Open-Ended Building Instructions #
LEGO Art Machines is a playful learning activity developed by the Tinkering Studio and the LEGO Idea Studio. Used in workshops and as a drop-in tinkering activity, Art Machines invites people to build a machine that draws a pattern.
The Tinkering Studio's project page and the activity Instructable document the Art Machines activity really well. Check out those links to find out how to run the activity yourself.
LEGO Art Machines is a tinkering activity. That means it's open-ended. It's not a game that can be won; it is a playful context to explore. It's closer to a sandbox than a Rubik's cube.
A challenge to running this activity is the fragility of the connection points between LEGO pieces under strain from the machine's movement. This issue was solved by giving users a "base model" rather than just the raw pieces for them to start from scratch. The base models affix the motor to the battery pack and give the machine one simple movement that each user can build on to.
In 2018 I made a building instruction booklet to offload the work of creating base models before a workshop onto the participants, who might also feel a greater sense of ownership of their machine having built it from the raw pieces. This project was an effort to combine the intuitive (and near-ubiquitous) LEGO building instructions with the open-ended pedagogical approach from LEGO Art Machines.
The book starts users off without any choice, just like a standard building instruction. After a few initial steps are completed and the motor is affixed to the battery, the booklet gives users three choices of new directions to go. That page includes photographs that show what type of pattern each base model will create.

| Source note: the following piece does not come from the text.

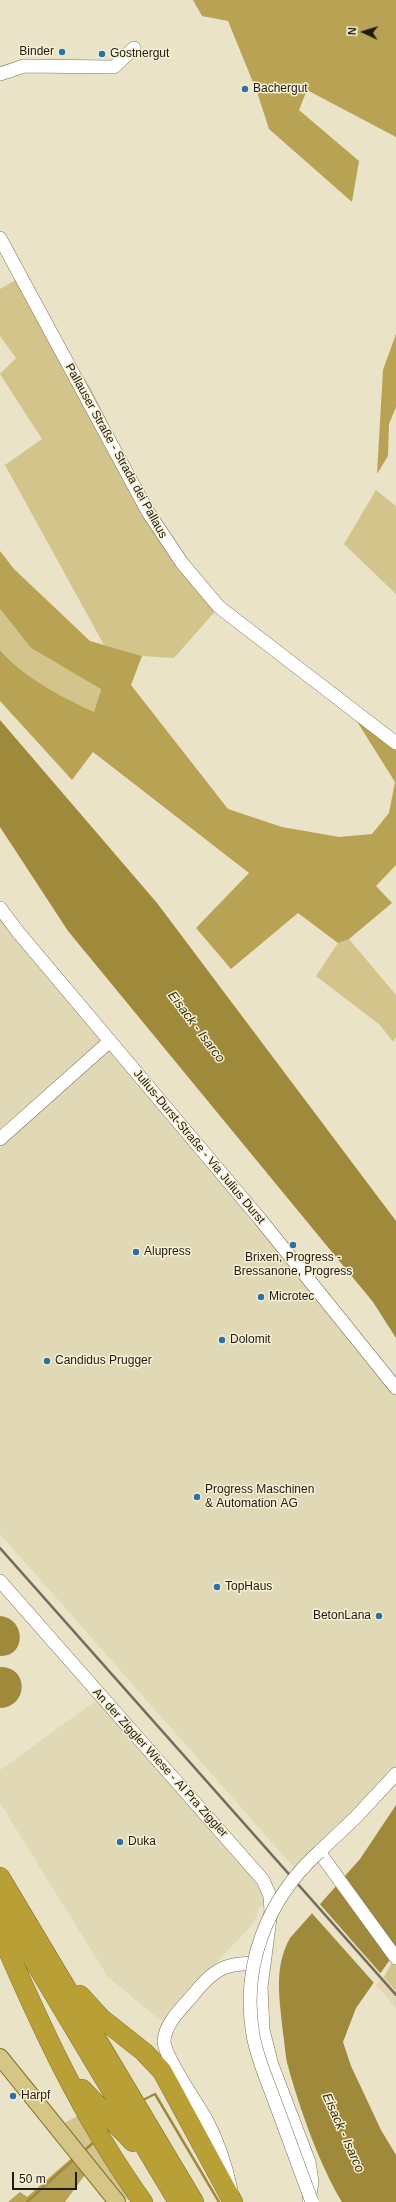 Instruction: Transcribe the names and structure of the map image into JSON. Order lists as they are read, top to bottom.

The user picks a path, and the building instructions continue. When the basemodel is complete, the instructions show them how to tip the machine over so the pen meets the paper, and press the power button so it starts to move. The photographs show a few messy examples of what their art machine might look like when they've continued iterating - going beyond the instructions.
Supercut of LEGO Art Machines
Art Machines is on the "sandbox" side of the spectrum
One possibility becomes three possibilities
Builders are instructed to turn the machine on and tip it over so that it begins to draw. The photographs show what their machine might look look when they've continued building on their own.